** Opening DATA TO EXAMINE block **
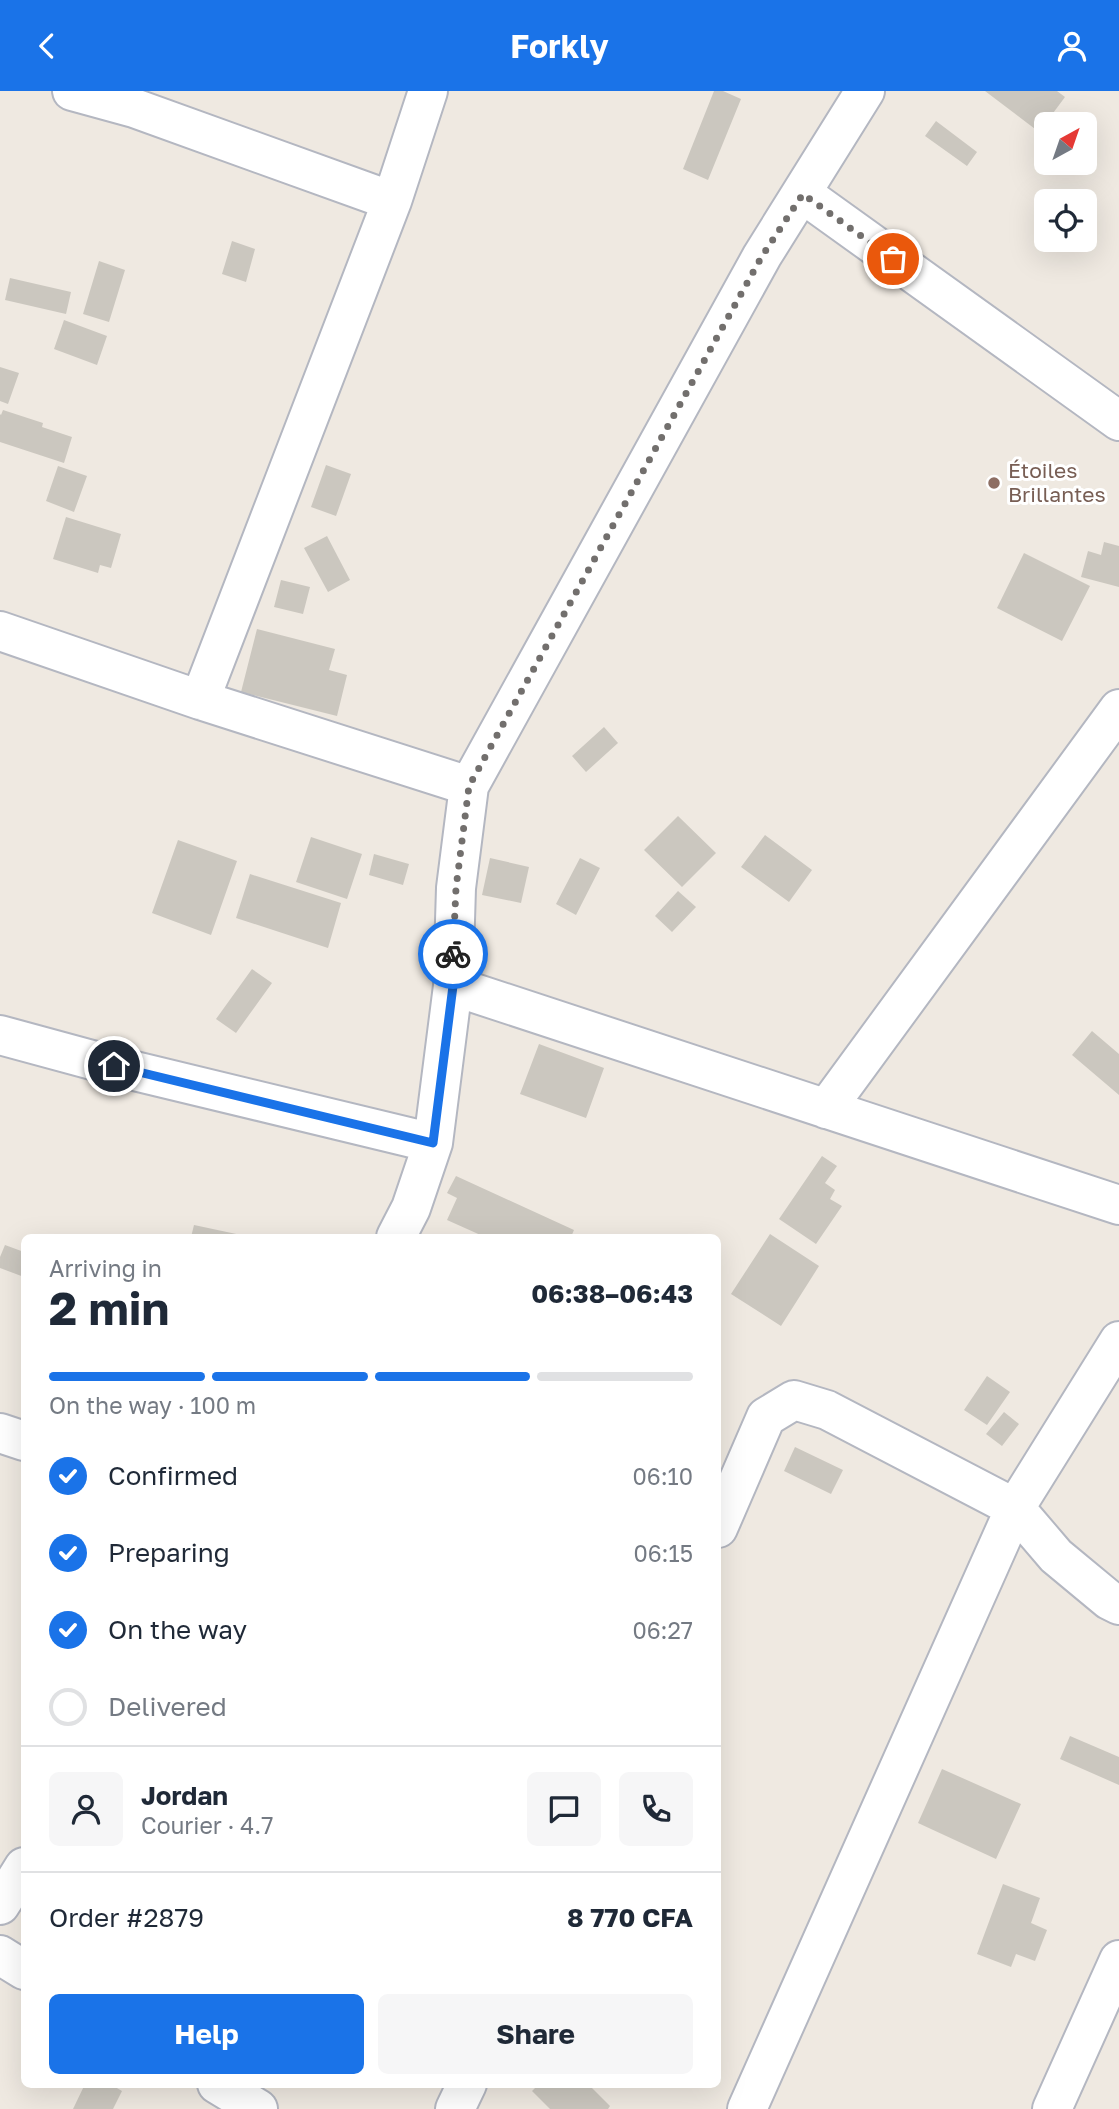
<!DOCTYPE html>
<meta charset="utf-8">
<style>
body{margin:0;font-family:"Golos Text",sans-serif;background:#f6f6f7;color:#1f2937;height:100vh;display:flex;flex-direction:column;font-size:26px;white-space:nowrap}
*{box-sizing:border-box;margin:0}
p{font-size:23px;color:#747a83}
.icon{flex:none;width:38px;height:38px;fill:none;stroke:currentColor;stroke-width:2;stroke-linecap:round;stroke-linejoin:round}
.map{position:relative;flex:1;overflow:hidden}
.details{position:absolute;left:21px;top:1143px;width:700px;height:854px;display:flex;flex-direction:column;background:#fff;border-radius:10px;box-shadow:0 7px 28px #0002}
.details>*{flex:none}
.needle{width:46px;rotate:40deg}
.fabs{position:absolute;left:1034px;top:21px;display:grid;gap:14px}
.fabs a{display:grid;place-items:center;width:63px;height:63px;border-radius:10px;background:#fff;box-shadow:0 7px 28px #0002;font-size:35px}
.pin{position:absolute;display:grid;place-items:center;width:60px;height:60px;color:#fff;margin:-30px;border:4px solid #fff;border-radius:50%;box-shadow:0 2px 7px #0007}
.courier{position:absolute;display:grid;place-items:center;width:70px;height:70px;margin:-35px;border:5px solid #1a73e8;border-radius:50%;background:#fff;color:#222;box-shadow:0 2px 9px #0007}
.overview em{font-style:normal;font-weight:700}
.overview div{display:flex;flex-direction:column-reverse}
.overview{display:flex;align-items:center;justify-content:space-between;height:119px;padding:0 28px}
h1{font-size:46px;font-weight:700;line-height:52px}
.bar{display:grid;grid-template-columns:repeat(4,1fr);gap:10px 7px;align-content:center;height:84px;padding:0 28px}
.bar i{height:9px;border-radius:5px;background:#e0e1e3}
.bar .selected{background:#1a73e8}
.bar p{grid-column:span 4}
.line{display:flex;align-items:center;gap:18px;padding:0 28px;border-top:2px solid #e0e1e3}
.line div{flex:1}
.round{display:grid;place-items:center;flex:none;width:74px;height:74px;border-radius:10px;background:#f6f6f7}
ol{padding:0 28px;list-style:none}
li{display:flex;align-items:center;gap:21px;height:77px}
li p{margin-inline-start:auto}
li .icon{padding:7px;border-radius:50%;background:#1a73e8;color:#fff;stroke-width:4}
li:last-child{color:#747a83}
li i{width:38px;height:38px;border:4px solid #e0e1e3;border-radius:50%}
.cta{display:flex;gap:14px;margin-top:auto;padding:14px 28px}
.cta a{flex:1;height:80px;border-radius:10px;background:#1a73e8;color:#fff;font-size:28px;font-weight:700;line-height:80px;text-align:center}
.cta a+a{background:#f6f6f7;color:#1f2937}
header{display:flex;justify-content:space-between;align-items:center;height:91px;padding:0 28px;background:#1a73e8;color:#fff;font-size:32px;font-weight:700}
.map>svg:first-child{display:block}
</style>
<header><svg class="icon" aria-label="back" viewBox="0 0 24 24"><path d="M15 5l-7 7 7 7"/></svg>Forkly<svg class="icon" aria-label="person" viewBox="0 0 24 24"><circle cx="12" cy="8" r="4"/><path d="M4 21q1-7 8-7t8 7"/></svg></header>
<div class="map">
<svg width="1119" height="2018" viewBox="0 0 1119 2018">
<rect width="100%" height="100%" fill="#efe9e1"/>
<path fill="#cbc7bf" d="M 714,0 L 723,0 L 741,8 L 708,89 L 683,78 Z
M 985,0 L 1057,0 L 1065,6 L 1039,41 Z
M 936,30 L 977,61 L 967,75 L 925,45 Z
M 232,150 L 255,158 L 246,191 L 222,183 Z
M 99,170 L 125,179 L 109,231 L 83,223 Z
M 10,187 L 71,201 L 66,223 L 5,209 Z
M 64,229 L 107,245 L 97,274 L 54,258 Z
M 0,276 L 19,282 L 8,313 L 0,310 Z
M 3,319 L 43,332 L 42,336 L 72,346 L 64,372 L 0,351 L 0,323 L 1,324 Z
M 326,374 L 351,383 L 336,425 L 311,416 Z
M 58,375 L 87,385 L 74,421 L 46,410 Z
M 66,426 L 121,443 L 111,477 L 100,474 L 98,482 L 53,468 Z
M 327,445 L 350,489 L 328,501 L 304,457 Z
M 1104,451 L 1119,455 L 1119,496 L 1081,486 L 1088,460 L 1101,464 Z
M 1024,462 L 1090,495 L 1062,550 L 997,517 Z
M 281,489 L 310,496 L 303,523 L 274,516 Z
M 257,538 L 335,558 L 329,579 L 347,584 L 337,625 L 241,601 Z
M 604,636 L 618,652 L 586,681 L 572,665 Z
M 678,725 L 716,762 L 682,796 L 644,759 Z
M 765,744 L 812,779 L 789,811 L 741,776 Z
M 311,746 L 362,763 L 347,808 L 296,791 Z
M 178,749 L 237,770 L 211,844 L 152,822 Z
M 374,763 L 409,773 L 403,794 L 369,784 Z
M 490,767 L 529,776 L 521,812 L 482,804 Z
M 580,767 L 600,777 L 576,824 L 556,813 Z
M 250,783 L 341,812 L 328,857 L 236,827 Z
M 678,800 L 696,816 L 672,841 L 655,825 Z
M 252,878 L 272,892 L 236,942 L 216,928 Z
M 1092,940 L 1119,963 L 1119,1004 L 1072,964 Z
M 539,953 L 604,977 L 586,1027 L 520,1003 Z
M 822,1065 L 837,1075 L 825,1092 L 835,1099 L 830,1108 L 842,1115 L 816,1153 L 779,1128 Z
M 456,1085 L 574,1139 L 571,1146 L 485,1146 L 447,1129 L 457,1107 L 447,1102 Z
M 194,1134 L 241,1144 L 241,1146 L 191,1146 Z
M 770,1143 L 819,1175 L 781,1235 L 731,1203 Z
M 5,1154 L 24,1161 L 24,1186 L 0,1177 L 0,1166 Z
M 987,1285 L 1010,1301 L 987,1334 L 964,1319 Z
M 1004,1321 L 1019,1333 L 1002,1355 L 986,1343 Z
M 795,1356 L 843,1379 L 831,1403 L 784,1380 Z
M 1070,1645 L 1119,1666 L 1119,1694 L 1060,1668 Z
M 942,1678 L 1021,1713 L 996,1768 L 918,1732 Z
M 1003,1793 L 1040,1807 L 1031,1832 L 1047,1839 L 1035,1870 L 1016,1863 L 1011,1876 L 977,1863 Z
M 85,1993 L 110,1993 L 122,2000 L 113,2018 L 73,2018 Z
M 539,1993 L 588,1993 L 610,2015 L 608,2018 L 550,2018 L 532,2000 Z"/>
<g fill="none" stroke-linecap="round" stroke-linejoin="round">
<defs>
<path id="minor" d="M 72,0 L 134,17 L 392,110
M 803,103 L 1119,330
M 0,540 L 200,609 L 469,695
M 200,609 L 392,110 L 428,0
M 453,895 L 1119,1114
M 0,944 L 114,975 L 433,1052
M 826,1018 L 1119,618
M 396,1146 L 411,1117 L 433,1052 L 453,895 L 456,797 L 469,695 L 762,165 L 865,0
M 0,1342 L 24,1350
M 718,1437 L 766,1326 L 794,1309 L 827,1319 L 1015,1417 L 1056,1465 L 1109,1509 L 1119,1514
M 0,1814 L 24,1776
M 0,1864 L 24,1879
M 217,1993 L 258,2018
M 455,2018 L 467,1993
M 747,2018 L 1015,1417 L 1119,1250
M 1052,2018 L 1119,1869"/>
</defs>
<use href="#minor" stroke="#b4b7c1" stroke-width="42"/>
<use href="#minor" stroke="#fff" stroke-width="38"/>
</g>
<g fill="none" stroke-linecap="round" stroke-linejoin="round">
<path stroke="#726f6d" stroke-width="7" stroke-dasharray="0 12.6" d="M 453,863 L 456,797 L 469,695 L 762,165 L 803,103 L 893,168"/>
<path stroke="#1a73e8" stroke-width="9" d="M 114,975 L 433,1052 L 453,895 L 453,863"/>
</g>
<circle fill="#8d6e63" stroke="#fff" stroke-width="2.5" cx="994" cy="392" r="7"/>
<g text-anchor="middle" stroke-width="6" stroke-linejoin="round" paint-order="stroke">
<g font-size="21" fill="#785e54" stroke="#fff" text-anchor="start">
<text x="1008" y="387">Étoiles<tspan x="1008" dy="24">Brillantes</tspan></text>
</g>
</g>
</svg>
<div class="fabs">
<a><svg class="needle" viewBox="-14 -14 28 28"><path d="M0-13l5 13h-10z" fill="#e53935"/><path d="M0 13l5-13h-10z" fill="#747a83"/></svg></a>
<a><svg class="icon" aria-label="locate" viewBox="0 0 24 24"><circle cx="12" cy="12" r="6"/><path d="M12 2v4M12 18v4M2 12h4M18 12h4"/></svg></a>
</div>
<div class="pin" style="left:893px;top:168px;background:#ea580c"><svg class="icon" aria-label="bag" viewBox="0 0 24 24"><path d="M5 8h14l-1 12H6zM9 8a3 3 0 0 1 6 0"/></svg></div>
<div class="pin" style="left:114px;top:975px;background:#1f2937"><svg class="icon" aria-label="home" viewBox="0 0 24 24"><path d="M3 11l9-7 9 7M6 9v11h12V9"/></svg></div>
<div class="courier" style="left:453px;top:863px"><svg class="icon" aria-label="bike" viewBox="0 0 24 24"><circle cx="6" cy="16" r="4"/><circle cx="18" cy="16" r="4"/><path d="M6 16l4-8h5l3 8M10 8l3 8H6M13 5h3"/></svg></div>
<section class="details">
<div class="overview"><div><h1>2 min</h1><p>Arriving in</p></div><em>06:38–06:43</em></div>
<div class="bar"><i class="selected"></i><i class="selected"></i><i class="selected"></i><i></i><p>On the way · 100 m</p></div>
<ol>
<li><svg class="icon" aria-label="check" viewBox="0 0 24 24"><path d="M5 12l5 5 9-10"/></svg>Confirmed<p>06:10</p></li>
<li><svg class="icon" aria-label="check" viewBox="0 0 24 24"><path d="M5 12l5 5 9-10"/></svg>Preparing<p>06:15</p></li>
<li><svg class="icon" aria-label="check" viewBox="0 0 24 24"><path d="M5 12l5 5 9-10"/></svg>On the way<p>06:27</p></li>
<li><i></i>Delivered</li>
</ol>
<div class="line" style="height:126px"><a class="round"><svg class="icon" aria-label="person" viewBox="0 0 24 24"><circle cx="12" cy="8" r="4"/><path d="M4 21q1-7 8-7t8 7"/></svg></a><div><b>Jordan</b><p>Courier · 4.7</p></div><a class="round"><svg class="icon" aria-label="chat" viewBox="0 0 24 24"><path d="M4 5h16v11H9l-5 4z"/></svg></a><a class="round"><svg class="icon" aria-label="phone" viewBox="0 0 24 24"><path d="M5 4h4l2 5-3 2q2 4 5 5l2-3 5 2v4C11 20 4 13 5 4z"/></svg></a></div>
<div class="line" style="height:91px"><div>Order #2879</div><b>8 770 CFA</b></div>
<div class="cta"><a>Help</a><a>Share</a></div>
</section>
</div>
** Closing DATA TO EXAMINE block **
TASK BRIEF: List every line above containing the word "overview".

ANSWER SPACE:
.overview em{font-style:normal;font-weight:700}
.overview div{display:flex;flex-direction:column-reverse}
.overview{display:flex;align-items:center;justify-content:space-between;height:119px;padding:0 28px}
<div class="overview"><div><h1>2 min</h1><p>Arriving in</p></div><em>06:38–06:43</em></div>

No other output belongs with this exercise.